Re: [petsc-dev] PETSc init eats too much CUDA memory

Zhang, Hong via petsc-dev Sat, 08 Jan 2022 10:36:25 -0800

Here is an interesting thread discussing the memory issue for PyTorch (which I 
think is also relevant to PETSc):


https://github.com/pytorch/pytorch/issues/12873

The memory overhead (for both CPU and GPU) of PyTorch is getting worse and 
worse as it evolves. A conjecture is that the CUDA kernels in the library are 
responsible for this. But the overhead for Tensorflow2 is just around 300MB 
(compare to 1.5GB for PyTorch).

According to the discussion, there has not been a good way to decrease the 
memory overhead for PyTorch yet. Someone noticed that “removing half of the 
CUDA kernels can reduce the memory usage by half."

Hong

On Jan 7, 2022, at 9:23 PM, Barry Smith <[email protected]> wrote:


  Doesn't Nvidia supply a "valgrind" like tool that will allow tracking memory 
usage? I'm pretty sure I've seen one; it should be able to show memory usage as 
a function of time so you can see where the memory is being allocated

  Barry


On Jan 7, 2022, at 1:56 PM, Jacob Faibussowitsch 
<[email protected]<mailto:[email protected]>> wrote:

it seems that PETSc consumes 0.73GB CUDA memory and this overhead persists 
across the entire running time of an application. cupm_initialize contributes 
0.36GB out of 0.73GB.

If I had to guess this may be the latent overhead of CUDA streams and events, 
but even then 360 MB seems ludicrous. CUDA maintains a persistent pool of 
streams that is not freed until cudaDeviceReset() is called. Maybe they 
initialize this pool immediately on start-up of the context? AFAIK there is no 
way to disable or modify this behavior.

Best regards,

Jacob Faibussowitsch
(Jacob Fai - booss - oh - vitch)

On Jan 7, 2022, at 13:23, Zhang, Hong 
<[email protected]<mailto:[email protected]>> wrote:

Apart from the 1.2GB caused by importing torch, it seems that PETSc consumes 
0.73GB CUDA memory and this overhead persists across the entire running time of 
an application. cupm_initialize contributes 0.36GB out of 0.73GB. It is still 
unclear what takes the remaining 0.37GB.

The torch issue is really a mystery. If I import torch only and do some tensor 
operations on GPU, it consumes only 0.004GB CUDA memory.

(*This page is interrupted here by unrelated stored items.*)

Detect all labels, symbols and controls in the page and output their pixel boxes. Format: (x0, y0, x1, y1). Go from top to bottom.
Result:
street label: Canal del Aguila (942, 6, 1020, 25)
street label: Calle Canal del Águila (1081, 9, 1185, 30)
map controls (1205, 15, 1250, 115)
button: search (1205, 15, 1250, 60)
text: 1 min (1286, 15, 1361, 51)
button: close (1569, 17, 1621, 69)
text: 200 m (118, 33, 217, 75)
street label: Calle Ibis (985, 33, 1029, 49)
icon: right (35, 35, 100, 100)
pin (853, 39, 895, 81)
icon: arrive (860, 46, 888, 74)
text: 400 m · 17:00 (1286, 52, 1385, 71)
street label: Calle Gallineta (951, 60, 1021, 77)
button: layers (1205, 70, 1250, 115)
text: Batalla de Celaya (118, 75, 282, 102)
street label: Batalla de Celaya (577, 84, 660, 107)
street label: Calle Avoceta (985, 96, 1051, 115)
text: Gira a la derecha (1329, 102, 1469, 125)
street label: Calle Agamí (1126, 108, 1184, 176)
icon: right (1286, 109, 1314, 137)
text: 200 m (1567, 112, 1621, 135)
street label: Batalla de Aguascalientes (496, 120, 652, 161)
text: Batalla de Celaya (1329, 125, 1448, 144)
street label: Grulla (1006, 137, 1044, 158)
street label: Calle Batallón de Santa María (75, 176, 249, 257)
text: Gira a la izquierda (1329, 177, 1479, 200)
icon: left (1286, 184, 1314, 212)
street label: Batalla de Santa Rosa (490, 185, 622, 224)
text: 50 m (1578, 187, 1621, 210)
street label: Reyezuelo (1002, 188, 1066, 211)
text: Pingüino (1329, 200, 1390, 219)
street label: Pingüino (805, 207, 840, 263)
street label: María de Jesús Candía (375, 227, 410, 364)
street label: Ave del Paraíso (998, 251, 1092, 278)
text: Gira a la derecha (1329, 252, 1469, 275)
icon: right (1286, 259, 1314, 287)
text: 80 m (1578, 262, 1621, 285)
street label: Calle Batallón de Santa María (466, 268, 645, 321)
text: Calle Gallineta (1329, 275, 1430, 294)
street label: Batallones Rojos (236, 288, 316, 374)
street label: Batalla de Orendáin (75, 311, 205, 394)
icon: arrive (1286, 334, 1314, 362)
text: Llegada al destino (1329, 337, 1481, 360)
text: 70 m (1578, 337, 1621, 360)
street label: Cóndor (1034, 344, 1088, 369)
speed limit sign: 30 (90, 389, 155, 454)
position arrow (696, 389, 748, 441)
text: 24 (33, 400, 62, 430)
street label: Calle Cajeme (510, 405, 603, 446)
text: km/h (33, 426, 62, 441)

On Jan 7, 2022, at 11:54 AM, Zhang, Hong via petsc-dev 
<[email protected]<mailto:[email protected]>> wrote:


1. Commenting out  ierr = 
__initialize(dctx->device->deviceId,dci);CHKERRQ(ierr); in 
device/impls/cupm/cupmcontext.hpp:L199

CUDA memory: 1.575GB
CUDA memory without importing torch:  0.370GB

This has the same effect as commenting out L437-L440 in interface/device.cxx

2. Comment out these two:
. src/sys/objects/device/impls/cupm/cupmdevice.cxx:327 [ierr = 
_devices[_defaultDevice]->configure();CHKERRQ(ierr);]
. src/sys/objects/device/impls/cupm/cupmdevice.cxx:326 [ierr = 
_devices[_defaultDevice]->initialize();CHKERRQ(ierr);]

CUDA memory: 1.936GB
CUDA memory without importing torch:   0.730GB

On Jan 7, 2022, at 11:21 AM, Jacob Faibussowitsch 
<[email protected]<mailto:[email protected]>> wrote:

They had no influence to the memory usage.
???????????????????????????????????????????????????????????????????????

Comment out the ierr = _devices[id]->initialize();CHKERRQ(ierr); on line 360 in 
cupmdevice.cxx as well.

Best regards,

Jacob Faibussowitsch
(Jacob Fai - booss - oh - vitch)

On Jan 7, 2022, at 12:18, Zhang, Hong 
<[email protected]<mailto:[email protected]>> wrote:

I have tried all of these. They had no influence to the memory usage.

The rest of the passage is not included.